The Chabahar pact will clear the way for India to build an infrastructure network of its own in the region to counter initiatives of both China and Pakistan. India will also help develop the 500 km long Chabahar-Zahedan railway line. Chabahar will be linked with Kandla port in Gujarat and it is only 940 km from Mundra port in Gujarat.
The treaty is a major breakthrough in India’s quarter century relations with Central Asia – an unprecedented step in its long-cherished desire to connect with Central Asia without Pakistan. India-Pakistan partition and conflicts blocked this opportunity to India to enter Central Asia. Now Iran has provided that opportunity to India, which was on limbo due to sanctions on Iran for many years.

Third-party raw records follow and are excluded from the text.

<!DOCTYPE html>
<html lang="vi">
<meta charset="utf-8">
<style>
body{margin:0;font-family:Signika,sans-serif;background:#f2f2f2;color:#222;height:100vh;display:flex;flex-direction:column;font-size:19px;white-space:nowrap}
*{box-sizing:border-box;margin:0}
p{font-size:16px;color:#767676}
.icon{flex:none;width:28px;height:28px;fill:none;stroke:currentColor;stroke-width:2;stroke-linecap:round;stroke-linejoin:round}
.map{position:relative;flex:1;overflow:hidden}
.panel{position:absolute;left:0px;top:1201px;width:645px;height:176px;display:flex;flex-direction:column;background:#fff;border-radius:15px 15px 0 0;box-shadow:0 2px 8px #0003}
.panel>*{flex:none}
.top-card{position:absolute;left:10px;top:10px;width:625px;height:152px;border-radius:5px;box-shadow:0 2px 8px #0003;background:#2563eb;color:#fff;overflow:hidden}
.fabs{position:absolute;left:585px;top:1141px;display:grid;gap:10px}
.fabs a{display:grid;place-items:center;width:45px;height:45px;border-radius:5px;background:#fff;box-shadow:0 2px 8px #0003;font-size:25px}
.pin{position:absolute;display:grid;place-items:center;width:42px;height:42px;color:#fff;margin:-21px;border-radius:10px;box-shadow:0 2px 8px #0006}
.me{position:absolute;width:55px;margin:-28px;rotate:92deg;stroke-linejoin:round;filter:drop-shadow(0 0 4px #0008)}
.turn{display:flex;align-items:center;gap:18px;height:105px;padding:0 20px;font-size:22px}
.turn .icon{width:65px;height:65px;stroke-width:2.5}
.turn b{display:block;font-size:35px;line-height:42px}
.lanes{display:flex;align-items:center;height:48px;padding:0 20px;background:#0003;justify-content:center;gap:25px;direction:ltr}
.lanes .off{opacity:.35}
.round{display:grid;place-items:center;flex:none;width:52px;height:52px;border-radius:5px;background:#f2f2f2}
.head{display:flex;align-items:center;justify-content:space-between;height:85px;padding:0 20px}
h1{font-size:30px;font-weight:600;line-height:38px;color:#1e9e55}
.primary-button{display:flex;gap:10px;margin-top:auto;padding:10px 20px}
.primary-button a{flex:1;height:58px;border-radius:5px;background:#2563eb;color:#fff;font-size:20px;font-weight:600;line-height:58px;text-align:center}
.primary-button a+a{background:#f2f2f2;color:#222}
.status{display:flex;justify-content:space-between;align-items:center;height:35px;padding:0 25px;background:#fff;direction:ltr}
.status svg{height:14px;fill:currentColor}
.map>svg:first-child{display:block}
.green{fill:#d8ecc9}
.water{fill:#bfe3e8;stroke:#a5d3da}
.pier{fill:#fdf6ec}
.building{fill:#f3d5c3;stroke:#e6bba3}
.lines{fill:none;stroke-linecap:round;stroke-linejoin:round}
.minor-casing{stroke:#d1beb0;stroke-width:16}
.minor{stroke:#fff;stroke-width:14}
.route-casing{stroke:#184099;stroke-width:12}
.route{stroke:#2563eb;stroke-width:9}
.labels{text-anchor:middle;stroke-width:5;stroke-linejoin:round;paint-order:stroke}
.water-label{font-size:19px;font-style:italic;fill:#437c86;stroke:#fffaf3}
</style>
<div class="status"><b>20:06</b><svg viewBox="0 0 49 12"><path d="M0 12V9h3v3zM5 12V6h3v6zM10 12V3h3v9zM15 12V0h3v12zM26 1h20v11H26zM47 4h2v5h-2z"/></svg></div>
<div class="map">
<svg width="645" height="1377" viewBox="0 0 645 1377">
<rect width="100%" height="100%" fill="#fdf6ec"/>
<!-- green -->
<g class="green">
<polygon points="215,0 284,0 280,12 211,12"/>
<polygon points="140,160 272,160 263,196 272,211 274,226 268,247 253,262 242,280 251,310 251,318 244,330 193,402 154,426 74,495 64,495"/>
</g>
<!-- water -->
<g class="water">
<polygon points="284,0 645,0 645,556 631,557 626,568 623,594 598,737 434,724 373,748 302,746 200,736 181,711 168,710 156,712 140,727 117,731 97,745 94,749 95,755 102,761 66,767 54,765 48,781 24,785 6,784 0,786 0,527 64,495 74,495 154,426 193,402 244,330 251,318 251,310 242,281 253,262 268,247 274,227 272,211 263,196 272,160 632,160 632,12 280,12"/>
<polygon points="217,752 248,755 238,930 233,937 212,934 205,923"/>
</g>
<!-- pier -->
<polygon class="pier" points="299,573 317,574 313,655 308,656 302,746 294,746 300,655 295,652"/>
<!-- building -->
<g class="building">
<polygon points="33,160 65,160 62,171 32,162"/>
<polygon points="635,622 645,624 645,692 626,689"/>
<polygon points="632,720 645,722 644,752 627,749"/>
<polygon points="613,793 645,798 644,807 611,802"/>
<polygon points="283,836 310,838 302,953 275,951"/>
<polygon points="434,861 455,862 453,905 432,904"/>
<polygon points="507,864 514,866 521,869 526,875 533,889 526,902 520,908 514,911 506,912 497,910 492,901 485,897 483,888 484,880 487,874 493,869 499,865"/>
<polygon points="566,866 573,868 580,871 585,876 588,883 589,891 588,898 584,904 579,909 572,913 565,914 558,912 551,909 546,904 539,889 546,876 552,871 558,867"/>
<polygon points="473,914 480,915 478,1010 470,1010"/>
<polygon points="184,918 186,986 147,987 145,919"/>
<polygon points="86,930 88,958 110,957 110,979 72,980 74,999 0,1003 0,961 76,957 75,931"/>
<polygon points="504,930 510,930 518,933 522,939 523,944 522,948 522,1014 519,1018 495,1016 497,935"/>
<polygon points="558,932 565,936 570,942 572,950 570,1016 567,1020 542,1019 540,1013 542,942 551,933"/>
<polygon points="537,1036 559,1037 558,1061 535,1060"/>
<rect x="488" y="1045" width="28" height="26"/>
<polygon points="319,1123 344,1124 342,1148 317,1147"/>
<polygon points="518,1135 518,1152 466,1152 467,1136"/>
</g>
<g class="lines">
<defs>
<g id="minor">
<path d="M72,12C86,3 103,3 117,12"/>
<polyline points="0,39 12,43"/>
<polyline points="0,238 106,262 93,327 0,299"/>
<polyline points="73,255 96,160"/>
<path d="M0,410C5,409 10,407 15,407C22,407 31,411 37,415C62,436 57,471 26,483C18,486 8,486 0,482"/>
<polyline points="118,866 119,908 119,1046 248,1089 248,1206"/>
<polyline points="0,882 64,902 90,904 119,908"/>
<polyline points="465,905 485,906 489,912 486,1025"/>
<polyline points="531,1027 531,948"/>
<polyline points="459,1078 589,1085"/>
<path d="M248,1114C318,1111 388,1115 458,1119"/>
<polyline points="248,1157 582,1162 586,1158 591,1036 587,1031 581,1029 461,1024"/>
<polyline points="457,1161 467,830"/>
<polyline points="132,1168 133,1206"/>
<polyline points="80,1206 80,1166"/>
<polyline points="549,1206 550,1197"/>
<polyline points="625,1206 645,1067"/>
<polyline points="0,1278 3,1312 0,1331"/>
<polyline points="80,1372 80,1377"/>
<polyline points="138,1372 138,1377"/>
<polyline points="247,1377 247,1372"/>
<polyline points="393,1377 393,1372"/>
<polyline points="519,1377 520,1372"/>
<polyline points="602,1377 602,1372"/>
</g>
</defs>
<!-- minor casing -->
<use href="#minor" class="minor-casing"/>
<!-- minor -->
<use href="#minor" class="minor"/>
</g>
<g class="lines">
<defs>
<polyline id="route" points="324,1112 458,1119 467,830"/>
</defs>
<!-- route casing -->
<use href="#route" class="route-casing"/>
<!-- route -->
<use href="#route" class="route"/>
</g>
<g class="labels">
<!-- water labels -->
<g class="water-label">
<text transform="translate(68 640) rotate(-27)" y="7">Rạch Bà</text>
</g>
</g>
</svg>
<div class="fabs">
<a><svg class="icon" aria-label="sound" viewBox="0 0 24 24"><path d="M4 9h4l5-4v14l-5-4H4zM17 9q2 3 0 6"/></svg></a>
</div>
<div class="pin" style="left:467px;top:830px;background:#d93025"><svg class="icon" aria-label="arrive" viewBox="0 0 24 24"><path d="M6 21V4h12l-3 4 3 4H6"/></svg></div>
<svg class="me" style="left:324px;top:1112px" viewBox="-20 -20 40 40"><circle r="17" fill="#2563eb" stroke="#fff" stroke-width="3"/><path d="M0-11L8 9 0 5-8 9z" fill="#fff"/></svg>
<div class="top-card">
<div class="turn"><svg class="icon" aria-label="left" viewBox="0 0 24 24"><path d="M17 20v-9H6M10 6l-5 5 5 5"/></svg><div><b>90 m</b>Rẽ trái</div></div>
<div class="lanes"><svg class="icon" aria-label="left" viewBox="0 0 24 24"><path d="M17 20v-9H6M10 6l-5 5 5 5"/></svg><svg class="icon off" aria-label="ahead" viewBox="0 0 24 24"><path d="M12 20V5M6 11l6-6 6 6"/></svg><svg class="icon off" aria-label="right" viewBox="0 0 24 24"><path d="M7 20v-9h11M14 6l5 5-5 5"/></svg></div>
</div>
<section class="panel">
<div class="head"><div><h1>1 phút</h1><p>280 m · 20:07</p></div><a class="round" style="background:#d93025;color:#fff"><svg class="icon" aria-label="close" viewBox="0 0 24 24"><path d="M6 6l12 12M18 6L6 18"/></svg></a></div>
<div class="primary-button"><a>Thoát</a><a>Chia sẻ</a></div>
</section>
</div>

India no longer waited to capture this opportunity. For India, it was the right time. The trilateral treaty has neutralised Pakistan and China bargaining position via-a-vis India to a large extent. India could flourish its ties with Afghanistan and Central Asia without the interference of Pakistan. India wants to enhance its US$ 9 billion trade with Iran by competing with Iran-China US$ 52 billion trade. Interestingly, Pakistan-Iran trade is hardly US$ 400 million.

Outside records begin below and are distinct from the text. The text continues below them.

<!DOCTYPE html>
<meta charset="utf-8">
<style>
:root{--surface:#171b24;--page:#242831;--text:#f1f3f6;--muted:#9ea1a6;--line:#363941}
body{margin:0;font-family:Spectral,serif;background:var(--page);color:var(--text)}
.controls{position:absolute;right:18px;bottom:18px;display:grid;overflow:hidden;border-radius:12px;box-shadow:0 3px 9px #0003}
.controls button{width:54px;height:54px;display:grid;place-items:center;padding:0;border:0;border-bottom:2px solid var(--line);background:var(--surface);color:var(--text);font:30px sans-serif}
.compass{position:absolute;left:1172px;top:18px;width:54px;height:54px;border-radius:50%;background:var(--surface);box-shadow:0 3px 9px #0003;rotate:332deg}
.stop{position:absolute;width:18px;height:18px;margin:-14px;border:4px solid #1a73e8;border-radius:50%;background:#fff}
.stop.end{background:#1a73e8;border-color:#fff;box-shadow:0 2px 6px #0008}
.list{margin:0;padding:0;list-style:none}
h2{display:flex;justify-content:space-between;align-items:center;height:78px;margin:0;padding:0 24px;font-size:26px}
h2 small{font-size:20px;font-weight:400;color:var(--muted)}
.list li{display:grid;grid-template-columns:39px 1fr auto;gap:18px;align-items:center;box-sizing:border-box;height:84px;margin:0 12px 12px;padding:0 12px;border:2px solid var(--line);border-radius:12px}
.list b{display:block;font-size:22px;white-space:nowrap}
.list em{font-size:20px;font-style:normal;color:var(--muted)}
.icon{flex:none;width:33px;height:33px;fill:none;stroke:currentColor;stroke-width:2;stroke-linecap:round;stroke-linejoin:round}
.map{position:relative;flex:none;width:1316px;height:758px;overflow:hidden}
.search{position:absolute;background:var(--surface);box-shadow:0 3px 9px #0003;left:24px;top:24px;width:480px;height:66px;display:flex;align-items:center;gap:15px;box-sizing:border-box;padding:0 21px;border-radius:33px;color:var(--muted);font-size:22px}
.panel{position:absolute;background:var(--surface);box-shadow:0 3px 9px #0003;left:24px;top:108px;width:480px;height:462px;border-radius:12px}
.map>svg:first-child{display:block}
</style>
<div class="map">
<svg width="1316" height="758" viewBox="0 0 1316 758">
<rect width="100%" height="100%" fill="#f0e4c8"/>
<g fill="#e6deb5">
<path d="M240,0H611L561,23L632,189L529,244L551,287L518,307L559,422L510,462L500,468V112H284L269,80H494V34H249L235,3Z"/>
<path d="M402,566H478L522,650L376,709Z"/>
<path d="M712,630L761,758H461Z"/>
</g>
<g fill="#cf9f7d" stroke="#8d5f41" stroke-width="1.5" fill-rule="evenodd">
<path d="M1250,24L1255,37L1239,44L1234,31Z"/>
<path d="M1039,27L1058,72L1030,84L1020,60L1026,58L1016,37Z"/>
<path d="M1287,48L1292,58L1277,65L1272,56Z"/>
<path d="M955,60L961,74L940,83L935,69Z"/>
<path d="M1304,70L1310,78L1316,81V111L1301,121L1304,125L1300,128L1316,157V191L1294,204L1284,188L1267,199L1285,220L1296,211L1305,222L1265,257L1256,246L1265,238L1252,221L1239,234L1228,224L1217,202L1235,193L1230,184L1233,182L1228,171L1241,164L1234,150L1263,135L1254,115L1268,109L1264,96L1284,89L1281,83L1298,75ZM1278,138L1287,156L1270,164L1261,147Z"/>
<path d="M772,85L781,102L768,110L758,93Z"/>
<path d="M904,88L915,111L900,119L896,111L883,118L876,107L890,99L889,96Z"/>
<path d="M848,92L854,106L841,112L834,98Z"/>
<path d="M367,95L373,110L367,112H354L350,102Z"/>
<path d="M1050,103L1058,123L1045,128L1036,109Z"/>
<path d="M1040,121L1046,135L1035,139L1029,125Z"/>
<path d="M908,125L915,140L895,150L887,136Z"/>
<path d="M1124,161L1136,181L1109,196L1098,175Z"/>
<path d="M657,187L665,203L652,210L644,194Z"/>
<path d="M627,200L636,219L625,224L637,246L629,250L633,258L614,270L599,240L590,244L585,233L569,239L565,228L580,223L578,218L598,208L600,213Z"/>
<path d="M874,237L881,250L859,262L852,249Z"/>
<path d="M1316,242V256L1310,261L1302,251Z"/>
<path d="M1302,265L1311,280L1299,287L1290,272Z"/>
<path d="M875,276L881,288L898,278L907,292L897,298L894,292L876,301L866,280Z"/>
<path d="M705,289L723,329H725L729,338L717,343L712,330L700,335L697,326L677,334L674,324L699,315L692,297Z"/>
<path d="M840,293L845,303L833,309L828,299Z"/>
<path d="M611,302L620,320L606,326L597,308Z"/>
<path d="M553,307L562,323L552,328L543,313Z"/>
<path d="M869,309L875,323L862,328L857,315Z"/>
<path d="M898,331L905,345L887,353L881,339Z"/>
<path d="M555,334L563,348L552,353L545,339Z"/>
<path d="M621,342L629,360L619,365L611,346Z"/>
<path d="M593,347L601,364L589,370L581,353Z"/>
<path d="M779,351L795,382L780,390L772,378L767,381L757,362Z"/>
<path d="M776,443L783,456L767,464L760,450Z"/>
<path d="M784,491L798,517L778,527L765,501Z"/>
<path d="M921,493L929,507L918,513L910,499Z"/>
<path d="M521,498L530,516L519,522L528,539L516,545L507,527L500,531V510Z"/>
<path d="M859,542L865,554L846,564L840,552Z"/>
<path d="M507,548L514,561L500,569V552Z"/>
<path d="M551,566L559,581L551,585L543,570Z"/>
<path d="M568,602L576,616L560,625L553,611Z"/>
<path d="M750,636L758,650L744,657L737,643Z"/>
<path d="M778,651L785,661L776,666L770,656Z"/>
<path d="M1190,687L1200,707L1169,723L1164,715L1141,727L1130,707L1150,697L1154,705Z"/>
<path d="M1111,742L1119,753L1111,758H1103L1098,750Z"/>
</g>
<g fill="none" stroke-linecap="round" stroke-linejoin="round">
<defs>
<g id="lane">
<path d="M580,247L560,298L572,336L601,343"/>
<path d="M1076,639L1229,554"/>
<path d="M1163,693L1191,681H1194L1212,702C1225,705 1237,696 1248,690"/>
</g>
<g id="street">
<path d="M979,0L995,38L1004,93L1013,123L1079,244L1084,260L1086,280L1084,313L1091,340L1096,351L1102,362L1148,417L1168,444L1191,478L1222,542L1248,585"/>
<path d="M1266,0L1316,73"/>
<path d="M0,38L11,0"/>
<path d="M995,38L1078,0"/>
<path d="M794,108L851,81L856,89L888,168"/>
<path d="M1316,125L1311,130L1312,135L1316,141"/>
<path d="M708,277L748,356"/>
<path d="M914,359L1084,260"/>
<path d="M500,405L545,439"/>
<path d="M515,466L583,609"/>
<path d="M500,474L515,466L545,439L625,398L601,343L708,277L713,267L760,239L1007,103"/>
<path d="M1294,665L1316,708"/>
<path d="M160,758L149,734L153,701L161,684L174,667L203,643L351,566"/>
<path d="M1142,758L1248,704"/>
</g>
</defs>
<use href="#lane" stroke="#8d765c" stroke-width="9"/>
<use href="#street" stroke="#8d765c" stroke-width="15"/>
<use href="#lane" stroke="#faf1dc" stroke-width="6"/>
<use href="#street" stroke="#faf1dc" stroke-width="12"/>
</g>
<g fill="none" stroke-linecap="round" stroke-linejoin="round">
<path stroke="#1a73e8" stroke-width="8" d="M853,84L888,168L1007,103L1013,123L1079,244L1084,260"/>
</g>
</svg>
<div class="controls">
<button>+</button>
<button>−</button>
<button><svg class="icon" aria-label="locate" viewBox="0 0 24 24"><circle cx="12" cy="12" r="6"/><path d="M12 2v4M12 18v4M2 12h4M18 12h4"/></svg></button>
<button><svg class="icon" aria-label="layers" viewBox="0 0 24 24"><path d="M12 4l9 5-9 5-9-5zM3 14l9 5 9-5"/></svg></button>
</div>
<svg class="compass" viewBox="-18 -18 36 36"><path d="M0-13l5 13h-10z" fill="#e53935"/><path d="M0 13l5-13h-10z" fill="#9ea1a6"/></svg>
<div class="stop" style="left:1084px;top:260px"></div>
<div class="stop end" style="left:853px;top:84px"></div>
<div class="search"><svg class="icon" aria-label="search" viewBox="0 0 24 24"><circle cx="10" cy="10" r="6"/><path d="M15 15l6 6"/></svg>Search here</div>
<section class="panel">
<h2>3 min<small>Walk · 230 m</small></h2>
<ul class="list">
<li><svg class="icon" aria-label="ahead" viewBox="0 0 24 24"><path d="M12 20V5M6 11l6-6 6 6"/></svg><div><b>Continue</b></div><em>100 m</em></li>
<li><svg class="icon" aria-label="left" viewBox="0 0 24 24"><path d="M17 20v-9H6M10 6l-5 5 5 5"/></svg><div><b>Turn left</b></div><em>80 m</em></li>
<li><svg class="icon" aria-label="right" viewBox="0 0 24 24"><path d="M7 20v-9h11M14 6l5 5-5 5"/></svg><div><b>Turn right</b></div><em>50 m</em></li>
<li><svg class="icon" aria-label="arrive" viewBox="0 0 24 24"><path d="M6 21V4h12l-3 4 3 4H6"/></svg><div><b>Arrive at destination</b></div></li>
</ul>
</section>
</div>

Indian intentions against Gwadar and Pakistan-China corridor and its sabotage activities are well known. It opposes the CPEC as it goes through the disputed area of Jammu and Kashmir.
India wanted to break the China’s encirclement from Myanmar to Sri Lanka, and Pakistan. It looks that India, Iran, Afghanistan, Japan, and the United States are working on re-balancing and pivot to Asia restlessly.
Japan has shown keen interest to be a partner of India developing Chabahar port and its industrial zones. Japanese Government has been considering investing in the infrastructural projects at Chabahar. Prime Minister Shinzo Abe will visit Tehran in August to discuss the project. A Japanese delegation has already visited the site and JICA is undertaking feasible studies to execute projects. Japan and India have already built a robust economic partnership across Asia-Pacific. Chabahar is a great collaboration between India and Japan against China and Pakistan. On the contrary, Japan has not shown any interest in Gwadar and entangled with China in South China Sea on territorial issues.
The Chabahar pact is practical manifestation of that ambition. Opposing this, China, Pakistan, and Central Asia (not clear if all or some Republics) would be resisting. Russian support to this evolving bloc is not sure at this time, although America and NATO are opposing Russian moves in Europe and the Middle East and it would be having little choice to support the China-Pakistan partnership.
It is clear that Gwadar and Chabahar are rival and competing ports in the Arabian Sea on the mouth of the Gulf in the India Ocean where super powers rivalry has reached at the peak. They are not sister ports as repeatedly confirmed by Pakistani and Iranian leaders and diplomats over the years.